Sergei PROKOFIEV (1891-1953)
Violin Concerto No. 1 in D major, Op. 19 (1915-17) [20:49]
Violin Concerto No. 2 in G minor, Op. 63 (1935) [26:30]
Sonata in D major for solo violin, Op. 115 (1947) [11:49]
Vadim Gluzman (violin)
Estonian National Symphony Orchestra/Neeme Järvi
rec. Estonia Concert Hall, Tallinn, Estonia, July 2015 (Concerto No. 1), May 2014 (Concerto No. 2); Sendesaal Bremen, Germany, July 2015 (Sonata)
Reviewed in CD stereo
BIS BIS-2142 SACD [60:21]
There are so many fine recordings of these concertos that one would have to be outstanding to merit a strong recommendation. Alas, the one under review is disappointing in many ways. I have had great admiration for Vadim Gluzman’s violin performances in the past and raved over his account of Gubaidulina’s Violin Concerto No. 2 In tempus praesens also on BIS. Of course in that work his only competition was Anne-Sophie Mutter, though hers was formidable. Gluzman also performed the Prokofiev Concerto No. 2 with the Berlin Philharmonic under Tugan Sokhiev in 2014, available on the orchestra’s Digital Concert Hall website. There he seemed more engaged with the orchestra and conductor. I fear that Neeme Järvi may have done these works one time too many.

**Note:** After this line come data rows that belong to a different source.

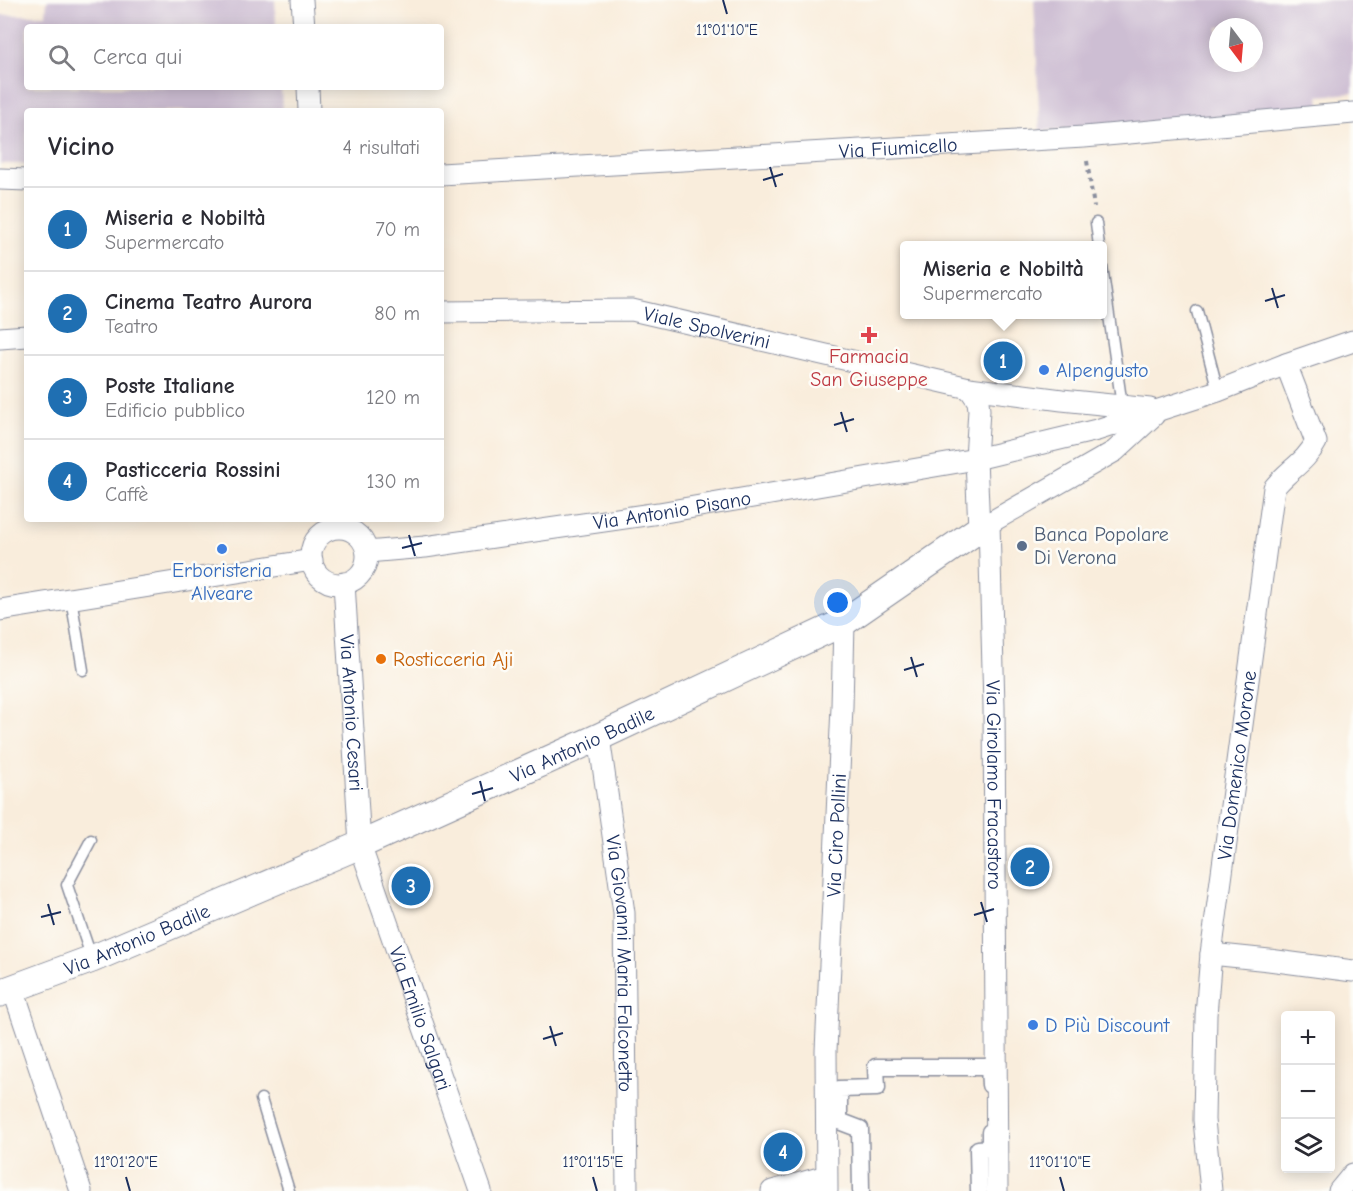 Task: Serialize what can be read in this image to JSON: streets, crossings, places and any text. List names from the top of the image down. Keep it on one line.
{"streets":{"street":["Via Fiumicello","Viale Spolverini","Via Antonio Pisano","Via Antonio Cesari","Via Antonio Badile","Via Domenico Morone","Via Girolamo Fracastoro","Via Ciro Pollini","Via Giovanni Maria Falconetto","Via Emilio Salgari"]},"crossings":[["Viale Spolverini","Via Antonio Pisano"],["Viale Spolverini","Via Girolamo Fracastoro"],["Via Antonio Pisano","Via Antonio Cesari"],["Via Antonio Pisano","Via Domenico Morone"],["Via Antonio Pisano","Via Girolamo Fracastoro"],["Via Antonio Cesari","Via Antonio Badile"],["Via Antonio Cesari","Via Emilio Salgari"],["Via Antonio Badile","Via Girolamo Fracastoro"],["Via Antonio Badile","Via Ciro Pollini"],["Via Antonio Badile","Via Giovanni Maria Falconetto"],["Via Antonio Badile","Via Emilio Salgari"]],"places":{"health":["Farmacia San Giuseppe"],"other":["Alpengusto","Banca Popolare Di Verona","Erboristeria Alveare","Rosticceria Aji","D Più Discount"]},"north":"bottom","page":{"search":"Cerca qui","heading":["Vicino","4 risultati"],"list":[{"mark":"1","name":"Miseria e Nobiltà","note":"Supermercato","value":"70 m"},{"mark":"2","name":"Cinema Teatro Aurora","note":"Teatro","value":"80 m"},{"mark":"3","name":"Poste Italiane","note":"Edificio pubblico","value":"120 m"},{"mark":"4","name":"Pasticceria Rossini","note":"Caffè","value":"130 m"}],"popup":["Miseria e Nobiltà","Supermercato"],"pins":["1","2","3","4"],"map_buttons":["+","−"]},"coordinates":["11°01'10\"E","11°01'20\"E","11°01'15\"E"]} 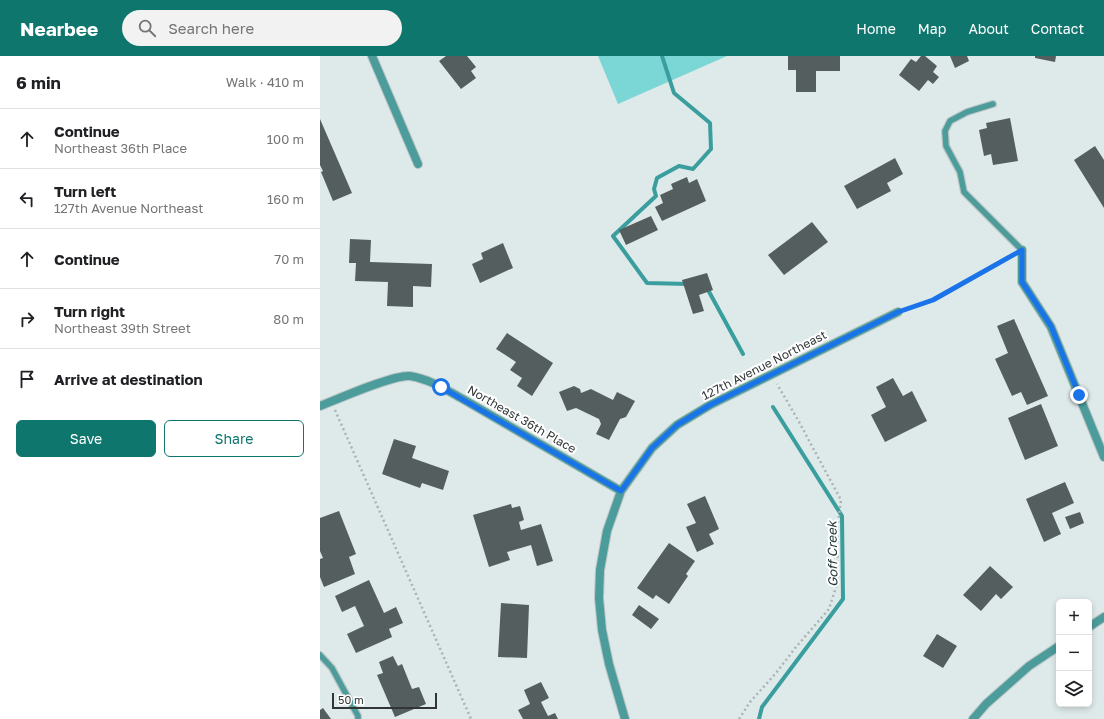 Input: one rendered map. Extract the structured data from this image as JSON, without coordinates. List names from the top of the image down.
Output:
{
  "streets": {
    "street": ["127th Avenue Northeast", "Northeast 36th Place"]
  },
  "crossings": [
    ["127th Avenue Northeast", "Northeast 36th Place"]
  ],
  "water": ["Goff Creek"],
  "scale_bar": "50 m",
  "page": {
    "header": "Nearbee",
    "search": "Search here",
    "nav": [
      "Home",
      "Map",
      "About",
      "Contact"
    ],
    "heading": ["6 min", "Walk · 410 m"],
    "list": [
      ["Continue", "Northeast 36th Place", "100 m"],
      ["Turn left", "127th Avenue Northeast", "160 m"],
      ["Continue", "70 m"],
      ["Turn right", "Northeast 39th Street", "80 m"],
      "Arrive at destination"
    ],
    "buttons": ["Save", "Share"],
    "map_buttons": ["+", "−"],
    "scale": "50 m"
  }
} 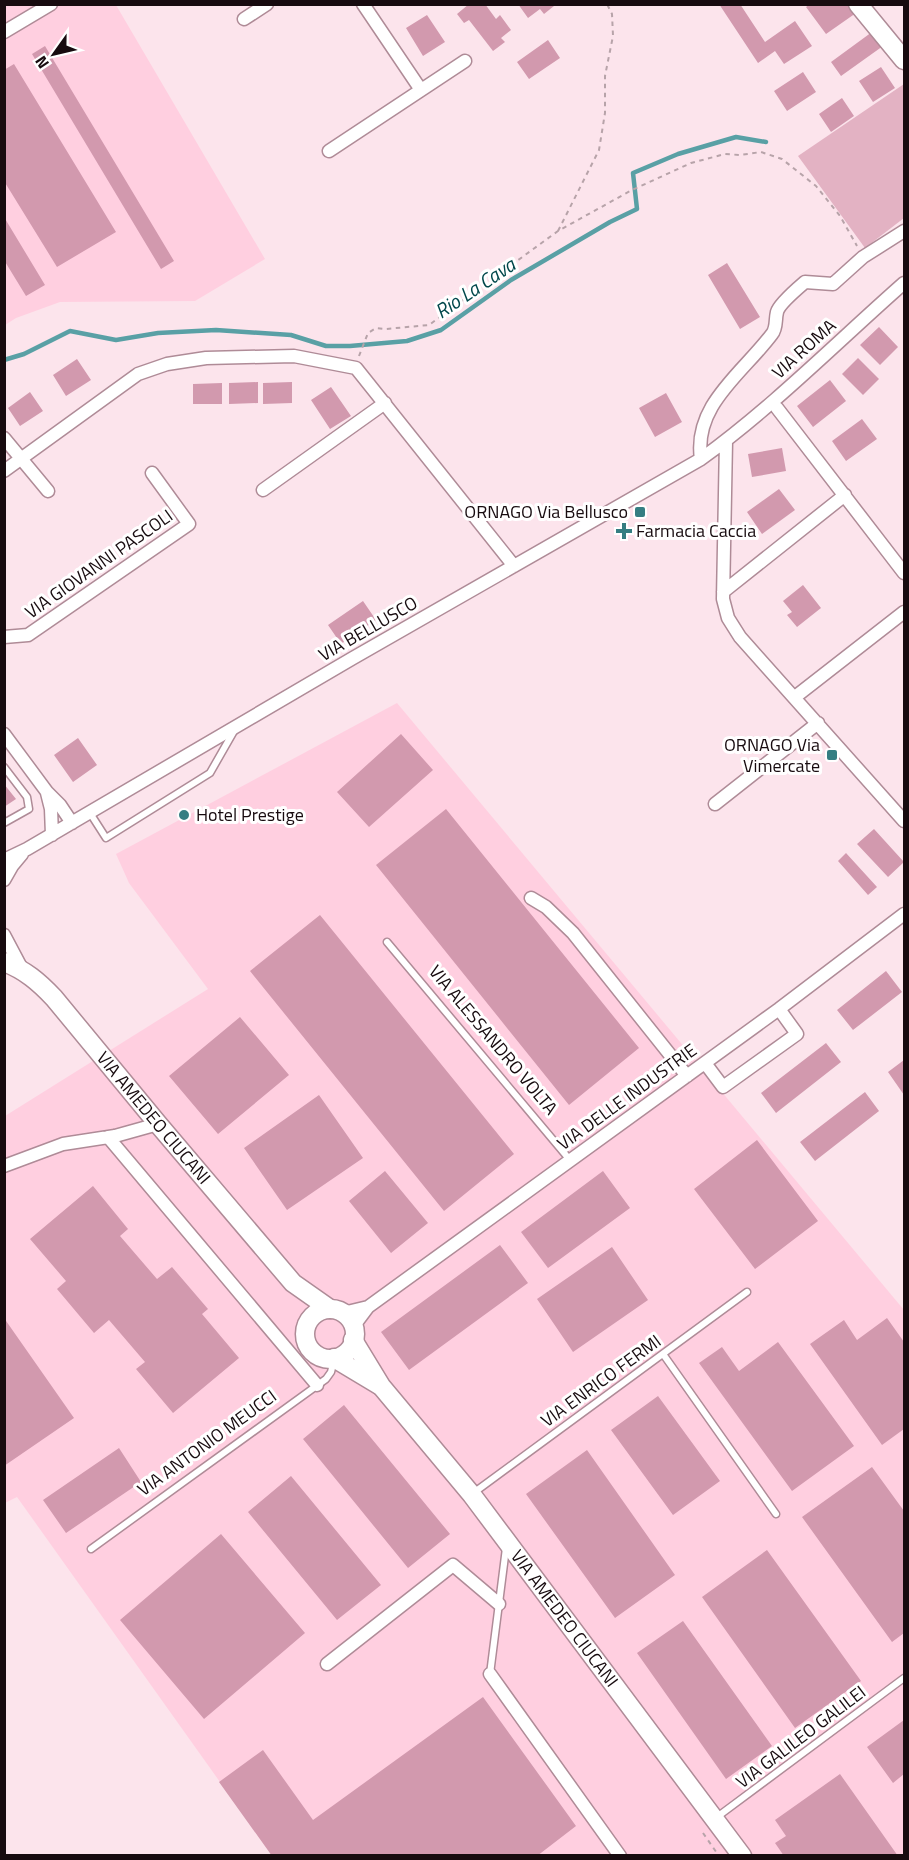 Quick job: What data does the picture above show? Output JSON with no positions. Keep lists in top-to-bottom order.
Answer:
{
  "streets": {
    "main road": ["VIA AMEDEO CIUCANI"],
    "street": [
      "VIA ROMA",
      "VIA GIOVANNI PASCOLI",
      "VIA BELLUSCO",
      "VIA DELLE INDUSTRIE"
    ],
    "lane": [
      "VIA ALESSANDRO VOLTA",
      "VIA ENRICO FERMI",
      "VIA ANTONIO MEUCCI",
      "VIA GALILEO GALILEI"
    ]
  },
  "crossings": [
    ["VIA ROMA", "VIA BELLUSCO"],
    ["VIA ALESSANDRO VOLTA", "VIA DELLE INDUSTRIE"],
    ["VIA DELLE INDUSTRIE", "VIA AMEDEO CIUCANI"],
    ["VIA DELLE INDUSTRIE", "VIA ANTONIO MEUCCI"],
    ["VIA AMEDEO CIUCANI", "VIA ENRICO FERMI"],
    ["VIA AMEDEO CIUCANI", "VIA ANTONIO MEUCCI"],
    ["VIA AMEDEO CIUCANI", "VIA GALILEO GALILEI"]
  ],
  "water": ["Rio La Cava"],
  "places": {
    "transit": ["ORNAGO Via Bellusco", "ORNAGO Via Vimercate"],
    "health": ["Farmacia Caccia"],
    "other": ["Hotel Prestige"]
  },
  "north": "bottom left"
}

For comparisons I selected two of my favorite recordings: Maxim Vengerov’s with Mstislav Rostropovich conducting (Warner) and Gil Shaham’s with André Previn (DG), both with the London Symphony. As one might expect, Vengerov and Rostropovich are very “Russian” in these works. The Concerto No. 1 gets a more deliberate treatment and stresses the dramatic, dark elements beneath the surface of the music. Shaham and Previn are a bit lighter and more lyrical, even patrician. Gluzman and Järvi are rather matter of fact and fleeter, especially compared to Vengerov. Gluzman’s tone is correspondingly leaner than that of either Vengerov or Shaham. Gluzman certainly plays well and one would come away from hearing him in concert satisfied. It’s only when you start comparing with the others that you miss the greater involvement with the music. The Estonian orchestra is also fine and the woodwinds are notably so. However, the important brass parts do not tell in the way they do with the London Symphony. Some of this may be due to a more distant recording than either Vengerov’s or Shaham’s.
This impression continues with the Second Concerto. Vengerov and Rostropovich produce a highly romantic account of the first two movements and the orchestra responds boldly. Shaham and Previn are eloquent, less dramatic, as in the First Concerto, but still beautifully romantic. Gluzman again does not possess the rich violin tone of the others, which is even more beneficial here than in the Concerto No. 1. His bright sound and leaner timbre may please some listeners more than me. I never was fond of Heifetz’s way with this work, not that you would mistake Gluzman for the earlier master. Of interest, there is one place in the second movement of this concerto where the Estonian orchestra’s bass drum thuds (9:11-12) really startle. The rondo third movement gets forceful and percussive treatment from both Shaham and Vengerov, while it seems to be merely played well by Gluzman. Prokofiev included castanets in the scoring of this movement. They are clearly audible in Vengerov’s and Shaham’s recordings, but seemingly absent in this new one. If one listens on headphones, they can just about be heard. That’s a pity because they add much colour to the orchestration.
The recorded sound is problematic, too, in the sonata. This late work was originally intended by the composer for students to play as a group in unison. It has been taken up, though, by many violinists of note. Shaham’s disc has the identical programme of Gluzman’s. Vengerov did not record the sonata to my knowledge. It is a pleasant piece with more substance than one would think at first glance, but nowhere near the stature of his two great sonatas for violin and piano. Shaham is impressive in his account, bright and upfront. Gluzman’s performance lacks luster and the sound is diffuse. I have a special fondness for another recording of this piece, Josef Špaček’s on a Supraphon violin/piano disc containing Prokofiev’s Sonata No. 1, Janáček, and Smetana. His performance is fully equal to Shaham’s and, indeed, quite beautiful.
BIS have contributed their usual classy product with a detailed booklet. The disc, as indicated above, is SACD. I listened to it on conventional stereo equipment and so maybe it impresses more in surround sound. However, as stereo, it does not compare well with either Vengerov or Shaham. For those seeking this particular programme, Shaham/Previn is the one to go for. For the concertos, I would not want to be without Vengerov/Rostropovich either. Their interpretations are different enough from each other to merit having both.